Swiss architect Le Corbusier, another champion of the International Style, understood the photograph as a way of expressing the conceptual purity of a building perhaps better than the building itself. A retouched photograph of his Villa Schwob that appeared in the avant-garde review L’Esprit Nouveau in 1921 was purged of any details that distracted from its form. For Le Corbusier, the function of the photograph was not to record a building as it was built, but to construct it as an ideal on the space of the page. James Smith’s photographs, on the other hand, deal with the way that Modernist aspirations have played out in reality. The built environment is a fluid, living thing, and what started out as a neat abstraction – rational images of rational designs for rational living – turned out to be a confused and untidy edifice, easily destabilised by the political fault lines that began to appear as it moved off the page and out into the world.

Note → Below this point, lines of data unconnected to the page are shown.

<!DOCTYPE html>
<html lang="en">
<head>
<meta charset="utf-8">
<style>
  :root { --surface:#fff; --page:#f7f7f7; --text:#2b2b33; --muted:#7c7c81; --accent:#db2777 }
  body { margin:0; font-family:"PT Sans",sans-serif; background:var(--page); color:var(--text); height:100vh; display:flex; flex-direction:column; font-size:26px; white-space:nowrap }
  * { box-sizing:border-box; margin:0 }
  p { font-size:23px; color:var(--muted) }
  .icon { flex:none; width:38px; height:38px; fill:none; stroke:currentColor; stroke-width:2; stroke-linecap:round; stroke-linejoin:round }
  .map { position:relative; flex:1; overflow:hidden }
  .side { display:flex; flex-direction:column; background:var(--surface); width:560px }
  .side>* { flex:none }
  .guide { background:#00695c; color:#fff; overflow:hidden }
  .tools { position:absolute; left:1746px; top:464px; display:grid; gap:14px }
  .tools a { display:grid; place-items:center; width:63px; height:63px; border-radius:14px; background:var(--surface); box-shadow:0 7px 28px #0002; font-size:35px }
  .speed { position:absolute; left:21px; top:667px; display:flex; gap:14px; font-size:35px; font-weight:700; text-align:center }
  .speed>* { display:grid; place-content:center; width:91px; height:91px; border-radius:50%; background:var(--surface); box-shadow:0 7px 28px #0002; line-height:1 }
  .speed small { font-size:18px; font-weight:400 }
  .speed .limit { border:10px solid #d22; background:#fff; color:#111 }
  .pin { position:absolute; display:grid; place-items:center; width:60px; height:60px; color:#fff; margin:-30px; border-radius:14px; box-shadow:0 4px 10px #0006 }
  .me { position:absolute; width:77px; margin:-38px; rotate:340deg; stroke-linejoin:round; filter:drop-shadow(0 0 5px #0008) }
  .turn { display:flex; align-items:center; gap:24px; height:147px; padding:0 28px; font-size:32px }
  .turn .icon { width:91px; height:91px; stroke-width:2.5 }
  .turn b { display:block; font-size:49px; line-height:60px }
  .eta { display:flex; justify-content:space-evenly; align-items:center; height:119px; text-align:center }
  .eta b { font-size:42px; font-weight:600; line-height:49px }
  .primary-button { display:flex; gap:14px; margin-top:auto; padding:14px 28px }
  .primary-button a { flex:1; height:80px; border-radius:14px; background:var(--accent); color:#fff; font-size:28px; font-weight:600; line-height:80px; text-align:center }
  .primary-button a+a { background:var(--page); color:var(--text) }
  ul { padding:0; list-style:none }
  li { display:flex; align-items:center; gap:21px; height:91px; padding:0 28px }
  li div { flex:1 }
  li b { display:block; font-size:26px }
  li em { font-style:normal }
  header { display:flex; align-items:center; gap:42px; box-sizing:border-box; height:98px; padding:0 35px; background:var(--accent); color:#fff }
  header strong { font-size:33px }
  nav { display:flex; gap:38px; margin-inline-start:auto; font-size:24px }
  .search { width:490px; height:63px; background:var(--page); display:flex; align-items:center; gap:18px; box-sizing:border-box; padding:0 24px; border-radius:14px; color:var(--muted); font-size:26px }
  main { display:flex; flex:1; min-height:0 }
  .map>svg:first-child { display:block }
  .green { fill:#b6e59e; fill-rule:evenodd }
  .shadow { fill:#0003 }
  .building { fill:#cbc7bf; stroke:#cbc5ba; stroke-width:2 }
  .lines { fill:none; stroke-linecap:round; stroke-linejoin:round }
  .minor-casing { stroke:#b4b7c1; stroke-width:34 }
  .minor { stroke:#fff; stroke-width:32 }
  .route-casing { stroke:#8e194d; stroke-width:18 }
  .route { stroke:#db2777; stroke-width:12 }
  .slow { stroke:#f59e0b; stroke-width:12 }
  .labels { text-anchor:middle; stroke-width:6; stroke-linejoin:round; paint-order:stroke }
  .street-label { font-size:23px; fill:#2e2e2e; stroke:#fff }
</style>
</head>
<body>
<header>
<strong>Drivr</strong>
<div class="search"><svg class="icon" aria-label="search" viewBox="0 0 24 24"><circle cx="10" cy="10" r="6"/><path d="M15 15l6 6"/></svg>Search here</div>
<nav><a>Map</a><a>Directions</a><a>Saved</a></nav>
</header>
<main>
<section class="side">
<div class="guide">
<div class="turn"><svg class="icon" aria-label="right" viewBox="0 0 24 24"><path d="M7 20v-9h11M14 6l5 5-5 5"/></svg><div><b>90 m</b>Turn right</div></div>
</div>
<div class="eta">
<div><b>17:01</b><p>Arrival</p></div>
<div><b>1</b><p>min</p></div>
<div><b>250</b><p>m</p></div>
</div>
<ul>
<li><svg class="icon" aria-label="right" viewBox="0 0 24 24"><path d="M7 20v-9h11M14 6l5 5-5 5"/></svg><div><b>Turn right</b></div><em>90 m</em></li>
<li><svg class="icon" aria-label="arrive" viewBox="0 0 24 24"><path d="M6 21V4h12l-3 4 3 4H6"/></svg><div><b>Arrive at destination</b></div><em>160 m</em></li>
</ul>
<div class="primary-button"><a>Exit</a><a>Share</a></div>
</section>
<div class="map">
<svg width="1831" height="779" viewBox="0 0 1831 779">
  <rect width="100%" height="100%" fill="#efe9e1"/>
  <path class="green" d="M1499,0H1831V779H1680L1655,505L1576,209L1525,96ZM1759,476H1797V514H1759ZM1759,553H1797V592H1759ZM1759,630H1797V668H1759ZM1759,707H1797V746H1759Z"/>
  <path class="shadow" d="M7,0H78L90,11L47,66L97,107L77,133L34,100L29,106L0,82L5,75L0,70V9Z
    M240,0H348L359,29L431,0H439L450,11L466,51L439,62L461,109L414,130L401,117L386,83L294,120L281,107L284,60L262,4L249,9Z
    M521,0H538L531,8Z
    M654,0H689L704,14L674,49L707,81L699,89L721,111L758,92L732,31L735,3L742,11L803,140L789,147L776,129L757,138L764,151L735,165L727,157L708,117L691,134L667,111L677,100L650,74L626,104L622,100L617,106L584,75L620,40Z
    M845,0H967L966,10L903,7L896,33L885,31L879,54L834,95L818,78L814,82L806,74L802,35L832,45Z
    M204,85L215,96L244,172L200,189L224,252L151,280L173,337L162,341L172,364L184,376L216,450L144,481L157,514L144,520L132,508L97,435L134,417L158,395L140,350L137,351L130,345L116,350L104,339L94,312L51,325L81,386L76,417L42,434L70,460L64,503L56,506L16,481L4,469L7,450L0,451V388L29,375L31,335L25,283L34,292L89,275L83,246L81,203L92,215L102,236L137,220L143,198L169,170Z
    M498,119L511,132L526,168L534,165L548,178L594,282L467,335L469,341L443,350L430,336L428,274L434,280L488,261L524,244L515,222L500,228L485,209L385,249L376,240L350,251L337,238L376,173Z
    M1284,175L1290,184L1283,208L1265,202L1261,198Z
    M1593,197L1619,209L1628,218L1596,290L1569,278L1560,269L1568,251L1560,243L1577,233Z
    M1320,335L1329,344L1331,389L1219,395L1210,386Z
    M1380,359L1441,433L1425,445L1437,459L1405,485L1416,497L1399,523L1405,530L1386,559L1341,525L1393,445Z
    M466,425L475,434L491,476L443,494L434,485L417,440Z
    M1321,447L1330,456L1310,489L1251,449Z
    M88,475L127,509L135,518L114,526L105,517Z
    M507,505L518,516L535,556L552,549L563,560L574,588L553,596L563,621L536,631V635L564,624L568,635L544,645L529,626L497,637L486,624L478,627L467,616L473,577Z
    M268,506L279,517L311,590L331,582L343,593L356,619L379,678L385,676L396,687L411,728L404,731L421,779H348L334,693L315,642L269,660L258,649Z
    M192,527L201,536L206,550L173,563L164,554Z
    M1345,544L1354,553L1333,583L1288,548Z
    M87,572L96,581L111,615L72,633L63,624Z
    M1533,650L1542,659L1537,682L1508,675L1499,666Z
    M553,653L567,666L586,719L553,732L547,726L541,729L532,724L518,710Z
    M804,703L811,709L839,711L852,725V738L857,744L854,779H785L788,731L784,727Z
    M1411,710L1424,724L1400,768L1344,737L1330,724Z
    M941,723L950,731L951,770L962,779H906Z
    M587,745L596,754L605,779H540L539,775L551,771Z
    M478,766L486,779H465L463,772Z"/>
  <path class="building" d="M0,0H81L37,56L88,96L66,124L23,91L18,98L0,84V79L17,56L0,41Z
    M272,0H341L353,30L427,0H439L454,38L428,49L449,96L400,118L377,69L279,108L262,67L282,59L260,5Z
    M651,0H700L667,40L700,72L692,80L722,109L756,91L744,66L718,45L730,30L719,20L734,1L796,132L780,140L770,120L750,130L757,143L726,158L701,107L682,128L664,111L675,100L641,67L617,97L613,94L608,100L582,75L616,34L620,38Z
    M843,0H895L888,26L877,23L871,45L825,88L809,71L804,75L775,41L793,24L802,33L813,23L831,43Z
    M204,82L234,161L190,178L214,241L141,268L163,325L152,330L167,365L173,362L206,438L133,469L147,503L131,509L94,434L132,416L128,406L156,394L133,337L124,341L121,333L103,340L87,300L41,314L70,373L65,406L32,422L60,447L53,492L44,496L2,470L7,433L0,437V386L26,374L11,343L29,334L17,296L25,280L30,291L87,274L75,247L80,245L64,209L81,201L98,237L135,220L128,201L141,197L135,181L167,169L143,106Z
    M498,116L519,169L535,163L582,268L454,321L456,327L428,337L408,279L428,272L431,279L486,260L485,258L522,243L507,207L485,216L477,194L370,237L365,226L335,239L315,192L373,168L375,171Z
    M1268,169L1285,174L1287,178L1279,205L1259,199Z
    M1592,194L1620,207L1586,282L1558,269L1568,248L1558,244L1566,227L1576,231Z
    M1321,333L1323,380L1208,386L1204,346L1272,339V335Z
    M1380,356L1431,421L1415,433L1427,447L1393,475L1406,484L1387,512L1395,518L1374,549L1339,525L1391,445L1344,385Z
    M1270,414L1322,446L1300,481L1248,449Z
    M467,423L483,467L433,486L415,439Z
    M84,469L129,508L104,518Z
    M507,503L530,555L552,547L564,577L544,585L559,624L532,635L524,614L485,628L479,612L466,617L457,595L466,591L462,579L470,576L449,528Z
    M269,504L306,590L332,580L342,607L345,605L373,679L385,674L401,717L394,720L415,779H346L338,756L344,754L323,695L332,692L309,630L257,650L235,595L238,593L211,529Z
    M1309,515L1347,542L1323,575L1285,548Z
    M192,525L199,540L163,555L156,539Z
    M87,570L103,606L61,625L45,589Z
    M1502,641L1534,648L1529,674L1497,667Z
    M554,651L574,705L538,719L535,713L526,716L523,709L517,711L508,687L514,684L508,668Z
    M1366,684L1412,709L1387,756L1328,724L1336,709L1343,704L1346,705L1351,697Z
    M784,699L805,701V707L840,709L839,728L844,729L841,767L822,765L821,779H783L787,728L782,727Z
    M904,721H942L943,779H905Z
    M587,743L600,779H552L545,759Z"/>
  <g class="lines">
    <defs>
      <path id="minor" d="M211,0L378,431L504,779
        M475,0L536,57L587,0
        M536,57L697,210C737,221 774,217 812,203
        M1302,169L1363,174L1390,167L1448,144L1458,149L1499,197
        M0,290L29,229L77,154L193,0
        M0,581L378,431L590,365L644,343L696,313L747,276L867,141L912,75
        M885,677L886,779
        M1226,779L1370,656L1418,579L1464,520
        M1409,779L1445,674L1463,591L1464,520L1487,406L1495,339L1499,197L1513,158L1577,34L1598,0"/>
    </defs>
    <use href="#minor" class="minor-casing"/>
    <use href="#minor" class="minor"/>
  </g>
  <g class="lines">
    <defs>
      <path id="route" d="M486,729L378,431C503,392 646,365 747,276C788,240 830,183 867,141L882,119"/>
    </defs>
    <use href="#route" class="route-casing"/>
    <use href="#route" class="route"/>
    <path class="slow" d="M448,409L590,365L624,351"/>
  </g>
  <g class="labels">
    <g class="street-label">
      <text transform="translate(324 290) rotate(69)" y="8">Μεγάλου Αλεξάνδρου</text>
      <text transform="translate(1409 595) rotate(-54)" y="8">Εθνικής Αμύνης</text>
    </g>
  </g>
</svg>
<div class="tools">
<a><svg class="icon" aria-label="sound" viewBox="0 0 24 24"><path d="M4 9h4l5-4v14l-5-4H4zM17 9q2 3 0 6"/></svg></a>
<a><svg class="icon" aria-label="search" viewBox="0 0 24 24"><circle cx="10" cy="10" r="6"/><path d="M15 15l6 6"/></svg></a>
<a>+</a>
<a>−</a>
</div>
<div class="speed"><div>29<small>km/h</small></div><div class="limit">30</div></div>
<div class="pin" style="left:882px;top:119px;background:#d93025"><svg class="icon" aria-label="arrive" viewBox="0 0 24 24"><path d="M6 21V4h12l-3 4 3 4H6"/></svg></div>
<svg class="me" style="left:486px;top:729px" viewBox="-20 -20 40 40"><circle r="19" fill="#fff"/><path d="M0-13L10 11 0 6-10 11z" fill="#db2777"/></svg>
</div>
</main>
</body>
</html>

London Overspill sorts through the remains of this fragile schema, restoring to Britain’s Post-War landscape some of the context that has been stripped out of its historical legacy – a narrative shaped in part by our long memory for failure, and by a visual idiom that left no room for irrationality or doubt. It brings the permanent present of the Modernist vision into dialogue with a future that tested the limits of this vision at every turn. Smith’s images steer clear of idealisation or nostalgia, but nor do they dwell on failure: they also retain traces of an optimism that we too readily dismiss as naïve. And his resistance to photographing in a single, easily identifiable style is a reminder that the complicity between photography and architecture is as forced as the values that it claimed to represent. London Overspill is an acknowledgement that there is no ideal way to plan or portray the complex business of living. It also points up the absence of anything as coherent or persuasive as the Modernist vision to take its place.